Prospects for the effort to defeat the proposed marriage amendment to the constitution are still uncertain, notwithstanding a well-organized and impressive effort on the part of the amendment’s opponents.

The enthusiasm of the “Vote No” campaign reminds people of the Obama effort in North Carolina in 2008, both in the primary and the general election.

Obama’s general election campaign that year built on his primary campaign, which established working organizations across the state. When the general election campaign began, Obama had an organization of passionate and well-trained volunteers.

This year Obama has a problem. Some of those who worked so hard in 2008 have moved on to other things. Some are not as enthusiastic for the president as they were four years ago. Some just say, “I have done my part, but it was a once in a lifetime experience.”

Obama’s challenge in North Carolina now is to recreate a hard-working volunteer cadre to make phone calls, keep records, send out emails and letters, and build a get-out-the-vote effort that squeezes every drop of potential supporters into votes at the poll, like he did in 2008.  It is a monumental challenge.

You can say what you want about the financial drain that primary campaigns create for candidates. But you cannot argue about the advantage Obama gained in North Carolina as a direct result of the training and practice the primary gave his campaign.

A good solid effort by a political campaign in the May North Carolina primaries is like a good solid spring practice is for a college football team. The campaign leaders, like the football coaches, know whom they can count on in various positions. Team members have learned to work together and found the positions where they can contribute the most. When the fall campaign or season begins, those teams that are tested in spring practice or spring primaries have a head start on their opponents.

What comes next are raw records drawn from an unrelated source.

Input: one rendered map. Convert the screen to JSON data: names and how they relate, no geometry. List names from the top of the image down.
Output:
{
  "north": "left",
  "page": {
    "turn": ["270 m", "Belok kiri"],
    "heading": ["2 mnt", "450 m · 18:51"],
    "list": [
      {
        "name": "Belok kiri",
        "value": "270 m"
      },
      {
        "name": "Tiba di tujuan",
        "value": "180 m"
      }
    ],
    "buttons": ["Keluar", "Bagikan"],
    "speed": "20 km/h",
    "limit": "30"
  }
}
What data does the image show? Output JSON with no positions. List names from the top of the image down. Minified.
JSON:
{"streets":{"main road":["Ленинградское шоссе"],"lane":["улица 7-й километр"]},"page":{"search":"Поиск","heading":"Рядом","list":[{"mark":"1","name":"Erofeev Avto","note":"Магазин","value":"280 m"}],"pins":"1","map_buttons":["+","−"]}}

Without a primary contest like the one in 2008, the Obama campaign did not have a “spring practice” to recruit and train the campaign staff and volunteers to take the places of some of the 2008 workers who are coming back.

Amendment One to the rescue.

While some polls still show that the amendment is likely to pass, the opposition to it is passionate, well organized, broad-based, and well funded.

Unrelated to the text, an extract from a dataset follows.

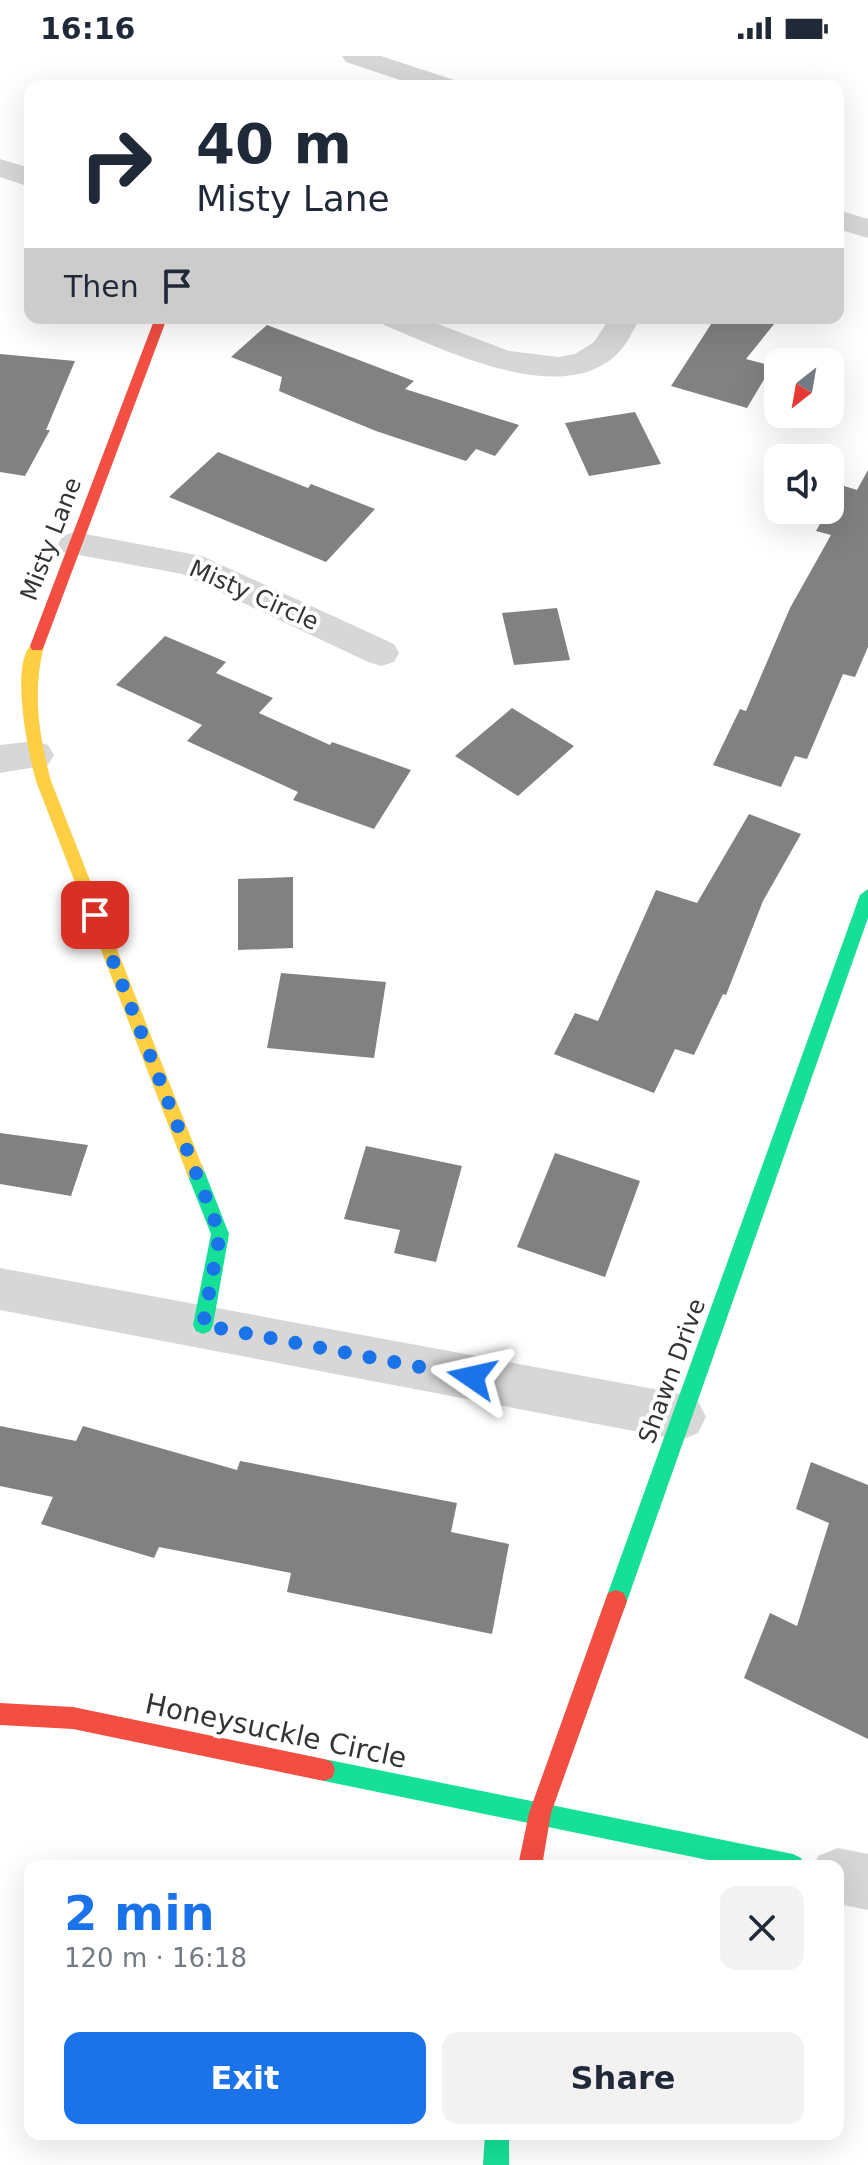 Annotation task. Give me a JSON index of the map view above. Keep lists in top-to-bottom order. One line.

Amazingly, that opposition group includes some opponents of same-sex marriage who say they do not want to enshrine discrimination in the state’s constitution.

Many business leaders, fearing the consequences to their increasingly diverse work forces, oppose the amendment.

Prominent Republicans like former gubernatorial candidates Richard Vinroot and Robert Orr, as well as John Hood, President of the conservative John Locke Foundation, and Congresswoman Renee Ellers are in the opposition.

Even a supporter, Republican House Speaker Tom Tillis, predicts the amendment, if passed, will be repealed within 20 years.

While Republican ranks are split, Democratic leaders are more united in their opposition. The anti-amendment campaign relies on its opposition to the Republican-controlled legislature that put the amendment on the ballot.

The anti-amendment troops in the field, including the telephone callers, the social media workers, the get-out-the-vote experts, and the fundraisers, are working against that Republican initiative.

Almost every one of them is a prospect to transfer their passions and experience to the Obama’s presidential campaign.

If Obama gets a large share of these seasoned workers to help replace his own depleted volunteer corps, and if they help him win North Carolina this fall, I hope he remembers to send a thank you note to the Republican leadership in the North Carolina legislature who made it possible by putting the amendment on the ballot.